High functioning doesn't necessarily mean your dad's level of functioning. For instance, you are still high functioning to others on the autism spectrum. You are part of the highest functioning part of the Autism spectrum. But there will still be people in that part of the spectrum (those with Aspergers) who are more high functioning than others. So you can break down the Aspergers spectrum by itself from lower functioning people with Aspergers to higher functioning people with Aspergers. Even the lowest functioning of those people will be likely to be higher functioning than other people on the Austism spectrum.

So, yes, you can be moderate to high functioning for someone with Aspergers. It can and does seriously impact many Aspie's lives and their ability to function. Just there are some Aspies who are exceptionally high functioning. Don't let that bother you. Don't let them bother you and make you feel bad because you are struggling.

Another thing is that many people with Aspergers find things become easier as they get older and their functioning improves. That could happen with you too. Happened with me. I still struggle, but it is much better than it was when I was a child and much better than it was in undergrad too. Just have to try to keep improving and supporting yourself. And we are all here to support you too!

Some of my symptoms are worse as I have gotten older. And I am very high functioning so it can be really brutal. I always get compared with NT's because if people know my symptoms they still can't get it into their heads that my symptoms are really as debilitating as they are. Apparently if you look NT no matter what you say or how you are some people just expect you to be able to be NT.

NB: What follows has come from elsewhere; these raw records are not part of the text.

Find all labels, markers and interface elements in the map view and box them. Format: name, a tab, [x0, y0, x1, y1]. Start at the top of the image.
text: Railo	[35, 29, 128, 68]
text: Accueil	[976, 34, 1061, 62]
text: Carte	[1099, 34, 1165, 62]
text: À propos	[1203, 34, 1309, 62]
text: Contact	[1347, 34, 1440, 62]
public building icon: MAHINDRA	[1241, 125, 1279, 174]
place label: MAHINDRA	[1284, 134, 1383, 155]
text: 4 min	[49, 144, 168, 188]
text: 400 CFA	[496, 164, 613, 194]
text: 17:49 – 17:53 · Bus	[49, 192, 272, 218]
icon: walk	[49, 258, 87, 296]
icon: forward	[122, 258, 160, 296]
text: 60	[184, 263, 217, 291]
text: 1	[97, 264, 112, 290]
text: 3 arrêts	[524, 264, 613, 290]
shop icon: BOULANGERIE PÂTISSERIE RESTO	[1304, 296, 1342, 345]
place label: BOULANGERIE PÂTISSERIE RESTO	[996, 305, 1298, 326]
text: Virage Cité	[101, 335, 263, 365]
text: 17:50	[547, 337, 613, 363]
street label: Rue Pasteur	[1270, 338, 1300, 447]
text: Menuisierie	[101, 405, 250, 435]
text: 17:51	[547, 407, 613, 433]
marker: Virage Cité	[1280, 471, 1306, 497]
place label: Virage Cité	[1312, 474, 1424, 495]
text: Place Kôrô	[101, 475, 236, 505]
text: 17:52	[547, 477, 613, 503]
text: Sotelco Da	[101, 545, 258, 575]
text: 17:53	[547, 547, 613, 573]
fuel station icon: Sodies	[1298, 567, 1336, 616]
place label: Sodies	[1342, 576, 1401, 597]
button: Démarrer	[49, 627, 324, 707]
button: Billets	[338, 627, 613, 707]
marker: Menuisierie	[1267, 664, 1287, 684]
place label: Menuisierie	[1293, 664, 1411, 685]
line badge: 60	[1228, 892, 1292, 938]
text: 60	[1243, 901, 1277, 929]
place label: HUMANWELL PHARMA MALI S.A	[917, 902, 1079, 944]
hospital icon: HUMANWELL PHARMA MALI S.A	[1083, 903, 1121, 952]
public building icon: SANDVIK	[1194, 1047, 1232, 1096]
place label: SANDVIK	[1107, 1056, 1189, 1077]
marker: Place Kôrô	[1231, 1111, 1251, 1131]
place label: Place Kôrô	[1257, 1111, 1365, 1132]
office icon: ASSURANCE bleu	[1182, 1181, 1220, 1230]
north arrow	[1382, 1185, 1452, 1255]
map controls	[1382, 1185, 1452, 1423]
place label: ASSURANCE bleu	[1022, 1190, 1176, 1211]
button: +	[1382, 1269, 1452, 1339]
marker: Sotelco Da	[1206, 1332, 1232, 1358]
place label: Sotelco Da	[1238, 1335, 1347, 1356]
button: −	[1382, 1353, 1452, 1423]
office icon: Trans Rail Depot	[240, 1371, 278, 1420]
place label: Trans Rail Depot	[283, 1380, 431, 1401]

I don't know, right now I'm trying to get SSI hopefully so I can take care of myself if anything happens to my parents. I mean because I'm only considered AS for not having a language delay. I'm actually horrific in my day to day functioning. I had another meltdown today because my brother are the pint of ice cream and the Gatorade I bought at the store. I can't lose controls, in sensitive to sound, taste, texture, and bright colors. I also rarely talk in front of strangers and at restaurants my parents order for me. I've often communicated via text messages on my iPhone as well, I'm considering a text to speech app in the near future. I don't feel like I fit in because almost everyone with asperger's seems more functional than me.

Wow, I almost could have written this myself, except my dad is the only "bully" in my family and luckily my mom is more accepting. I'm sorry your whole family thinks that way about you. I made the mistake of telling my dad that he very well could be on the spectrum too, and the next thing I knew, he started insisting that if he could do something then so could I. I get the same kind of comments about driving, working (even though the doctor who diagnosed me said I was very unlikely to ever be able to handle a job and strongly suggested that I apply for SSI), and being lazy. Earlier today he made a rude comment about a commercial on TV with a person who was portrayed as lazy. My dad has fewer sensory issues than I do, is better at small talk, has better executive function, doesn't really get any/much social exhaustion which is a major problem for me, has less anxiety, and doesn't have the same problems judging distance and speed or other navigational problems I have, among other things.

It is very frustrating and makes me feel really bad. I wish I had some advice for you, but I don't really. Maybe it would help if your whole family could be there for your results. If you feel comfortable, you could even ask the doctor to explain how people on the spectrum are all different. My dad was not present to hear my doctor explain everything, but it might have helped.